What you have to do >> Look through the data below and return each line where "place" appears.

Data records >>
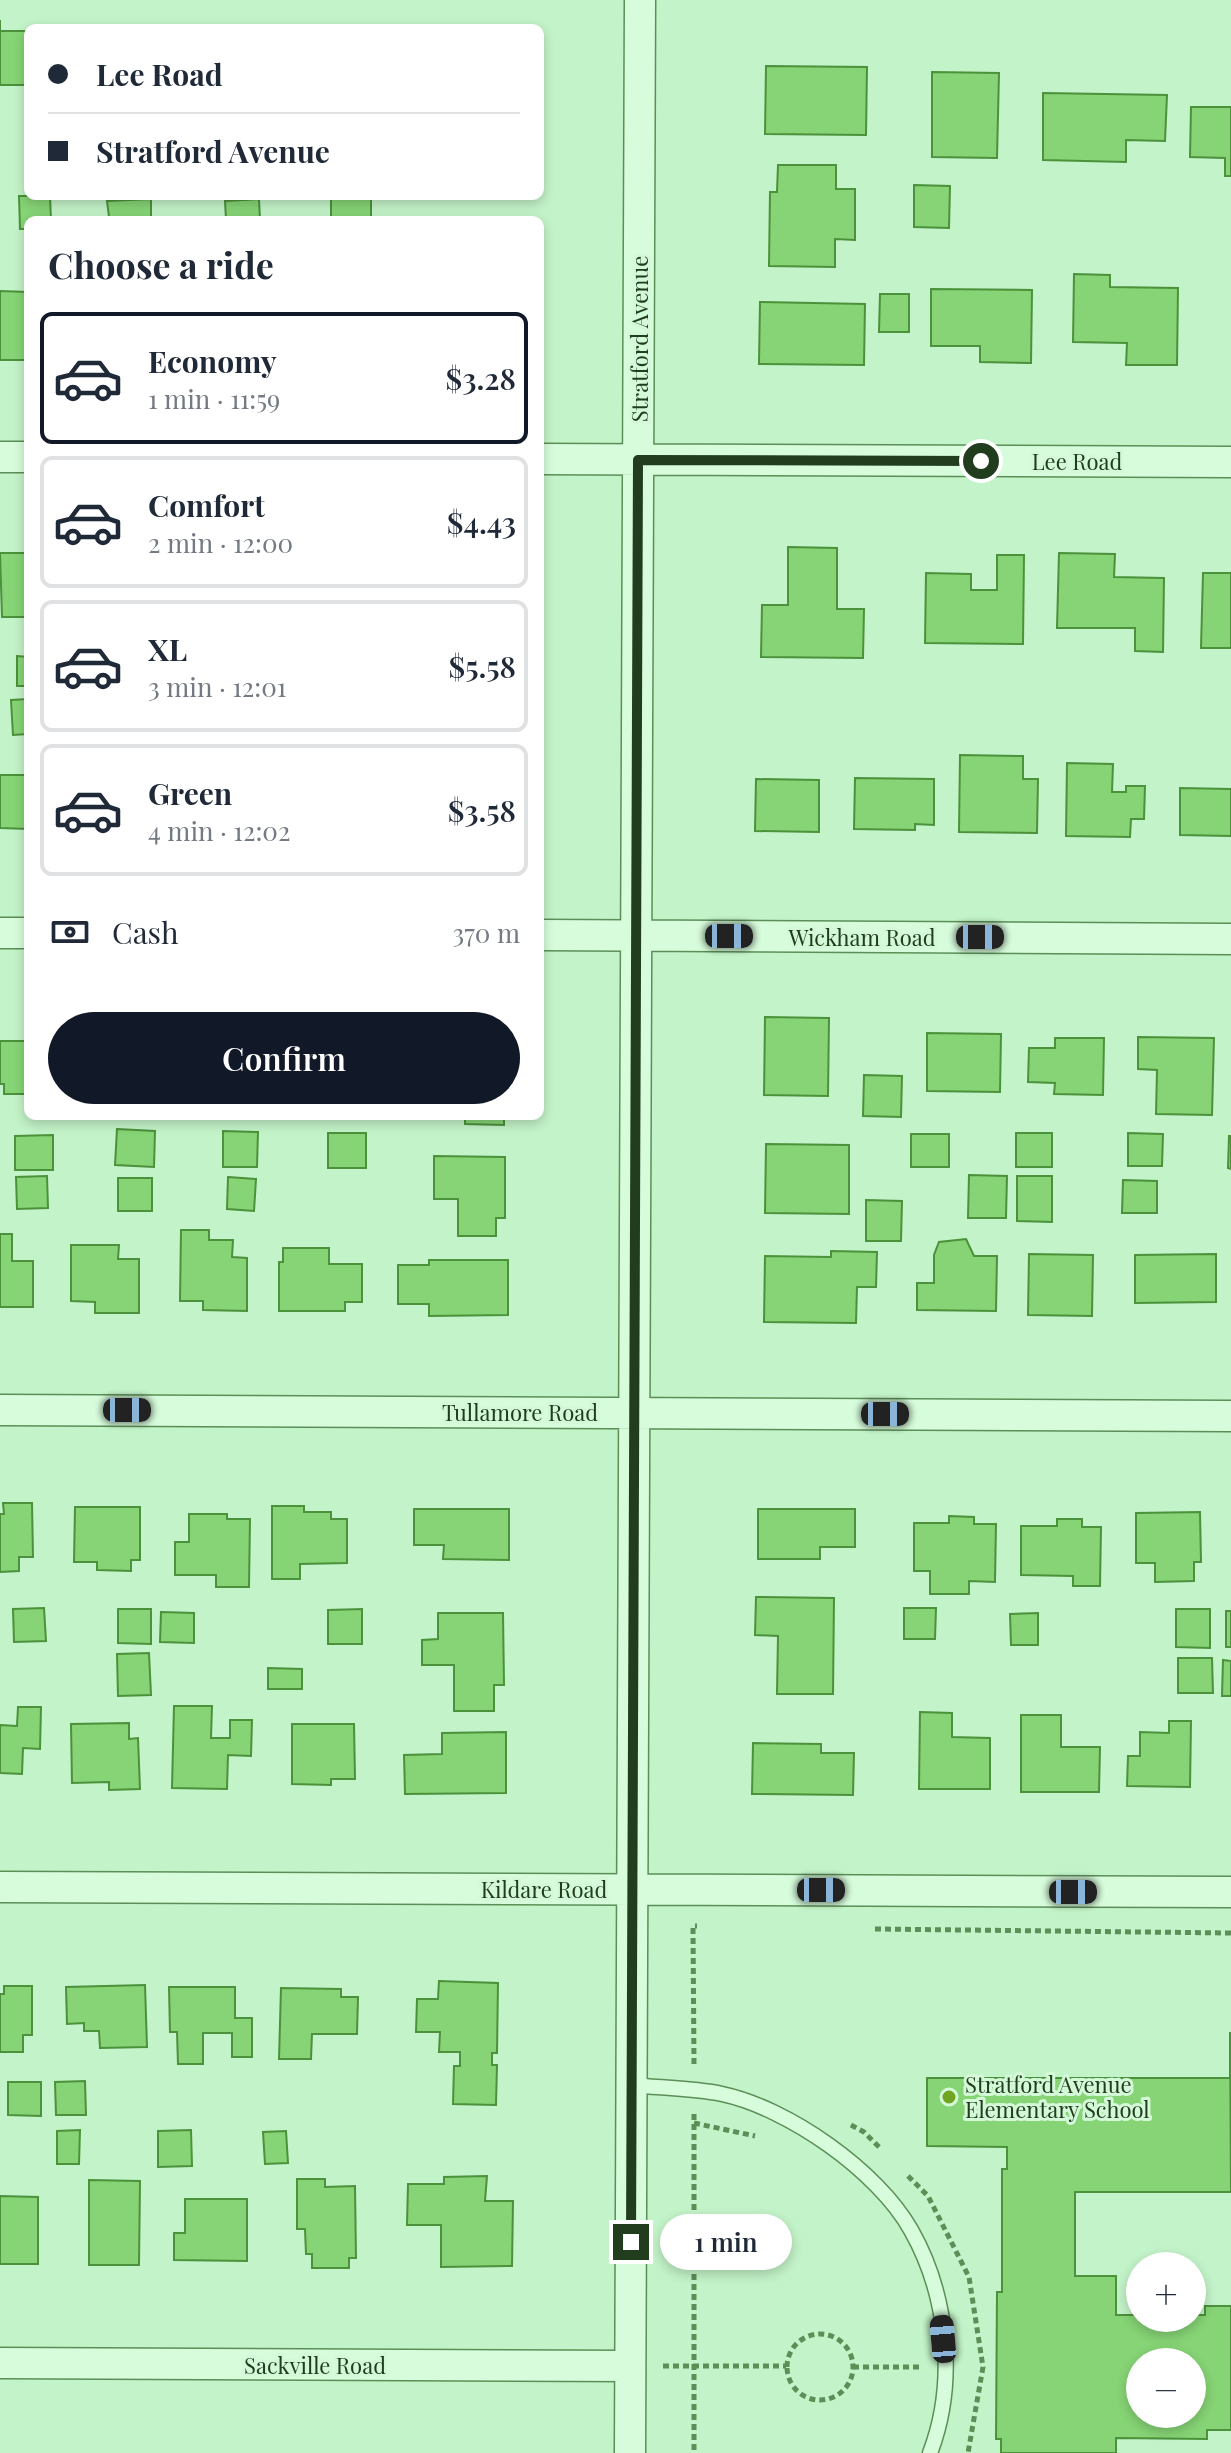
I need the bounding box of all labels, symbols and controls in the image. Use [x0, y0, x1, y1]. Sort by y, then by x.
text: Lee Road [96, 54, 223, 94]
text: Stratford Avenue [96, 131, 330, 171]
text: Choose a ride [48, 240, 274, 288]
street label: Stratford Avenue [624, 256, 654, 422]
text: Economy [148, 341, 277, 381]
icon: car [52, 342, 124, 414]
text: $3.28 [446, 358, 516, 398]
text: 1 min · 11:59 [148, 381, 280, 416]
route start [963, 443, 999, 479]
street label: Lee Road [1032, 446, 1123, 476]
text: Comfort [148, 485, 265, 525]
icon: car [52, 486, 124, 558]
text: $4.43 [447, 502, 516, 542]
text: 2 min · 12:00 [148, 525, 293, 560]
text: XL [148, 629, 187, 669]
icon: car [52, 630, 124, 702]
text: $5.58 [449, 646, 516, 686]
text: 3 min · 12:01 [148, 669, 286, 704]
text: Green [148, 773, 232, 813]
icon: car [52, 774, 124, 846]
text: $3.58 [448, 790, 516, 830]
text: 4 min · 12:02 [148, 813, 290, 848]
icon: cash [48, 910, 92, 954]
text: Cash [112, 912, 179, 952]
text: 370 m [453, 915, 520, 950]
street label: Wickham Road [788, 922, 936, 952]
car [705, 924, 753, 948]
car [956, 925, 1004, 949]
button: Confirm [48, 1012, 520, 1104]
street label: Tullamore Road [442, 1397, 598, 1427]
car [103, 1398, 151, 1422]
car [861, 1402, 909, 1426]
street label: Kildare Road [481, 1874, 608, 1904]
car [797, 1878, 845, 1902]
car [1049, 1880, 1097, 1904]
place label: Stratford Avenue Elementary School [965, 2069, 1150, 2124]
marker: Stratford Avenue Elementary School [940, 2088, 958, 2106]
callout: 1 min [659, 2214, 791, 2270]
route end [613, 2224, 649, 2260]
text: 1 min [694, 2224, 758, 2259]
map controls [1126, 2252, 1206, 2428]
button: + [1126, 2252, 1206, 2332]
car [929, 2314, 957, 2364]
button: − [1126, 2348, 1206, 2428]
street label: Sackville Road [244, 2350, 386, 2380]

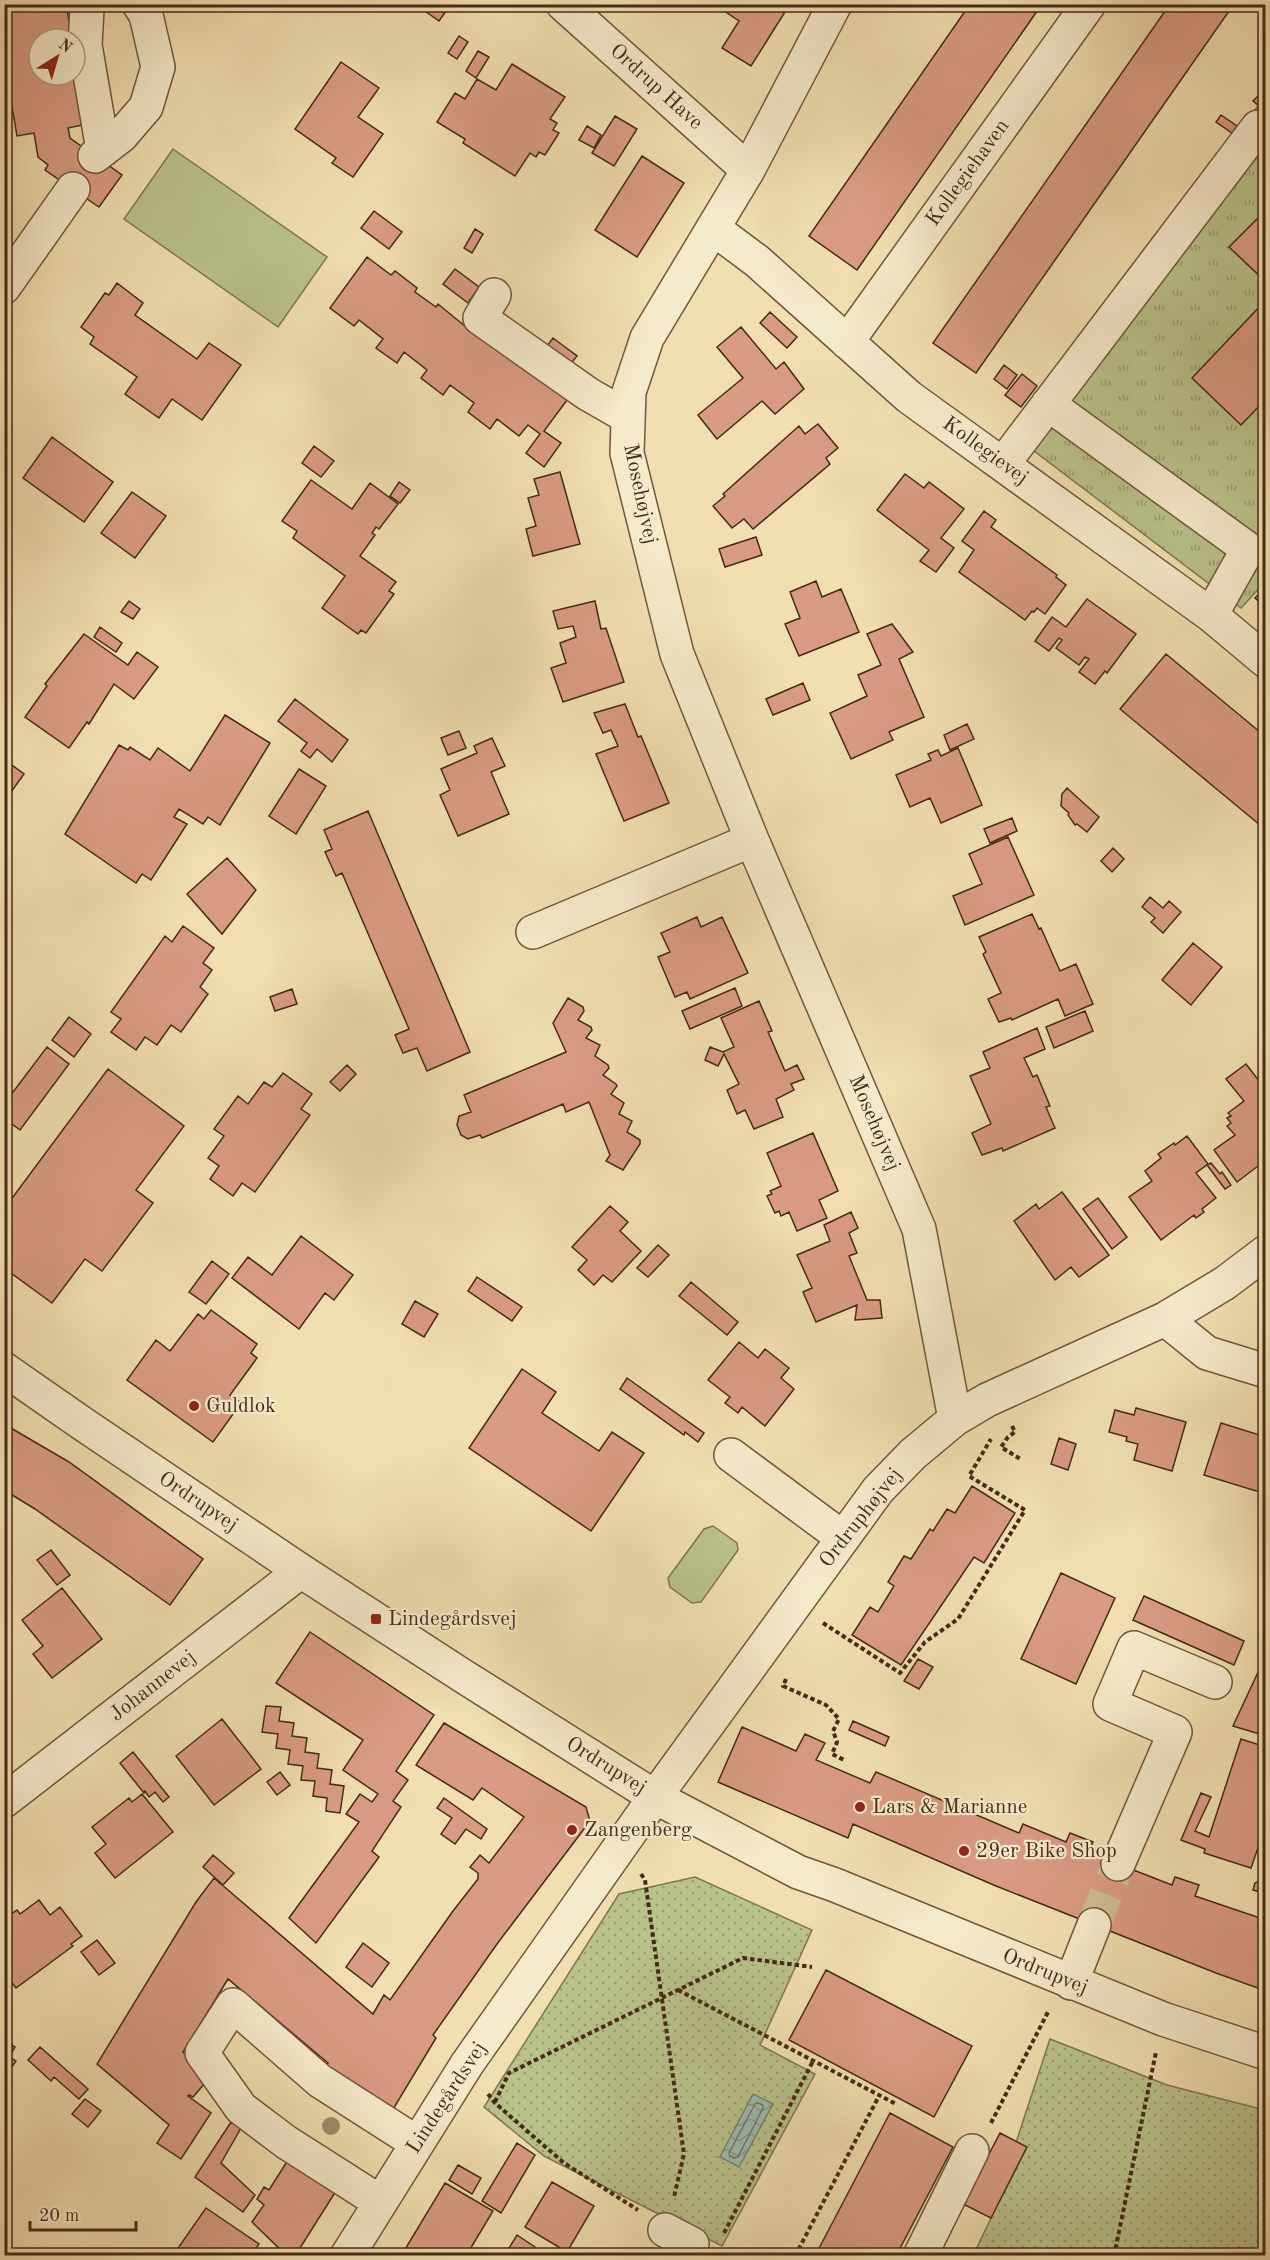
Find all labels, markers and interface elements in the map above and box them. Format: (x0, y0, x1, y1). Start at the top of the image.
north arrow (27, 27, 87, 87)
text: N (55, 37, 75, 57)
street label: Ordrup Have (606, 40, 706, 134)
street label: Kollegiehaven (922, 116, 1014, 230)
street label: Kollegievej (938, 413, 1032, 489)
street label: Mosehøjvej (619, 442, 661, 546)
street label: Mosehøjvej (844, 1072, 904, 1174)
place label: Guldlok (206, 1396, 276, 1417)
marker: Guldlok (187, 1399, 201, 1413)
street label: Ordruphøjvej (816, 1464, 906, 1572)
street label: Ordrupvej (155, 1468, 241, 1536)
place label: Lindegårdsvej (388, 1609, 517, 1630)
marker: Lindegårdsvej (369, 1612, 383, 1626)
street label: Johannevej (106, 1646, 200, 1726)
street label: Ordrupvej (562, 1733, 650, 1799)
place label: Lars & Marianne (872, 1797, 1027, 1818)
marker: Lars & Marianne (853, 1800, 867, 1814)
place label: Zangenberg (584, 1820, 693, 1841)
marker: Zangenberg (565, 1823, 579, 1837)
place label: 29er Bike Shop (976, 1841, 1117, 1862)
marker: 29er Bike Shop (957, 1844, 971, 1858)
street label: Ordrupvej (999, 1945, 1091, 1999)
street label: Lindegårdsvej (403, 2038, 491, 2158)
scale bar (30, 2194, 136, 2232)
text: 20 m (39, 2207, 79, 2225)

Exercise result >>
place label: Stratford Avenue Elementary School [965, 2069, 1150, 2124]
place label: Guldlok (206, 1396, 276, 1417)
place label: Lindegårdsvej (388, 1609, 517, 1630)
place label: Lars & Marianne (872, 1797, 1027, 1818)
place label: Zangenberg (584, 1820, 693, 1841)
place label: 29er Bike Shop (976, 1841, 1117, 1862)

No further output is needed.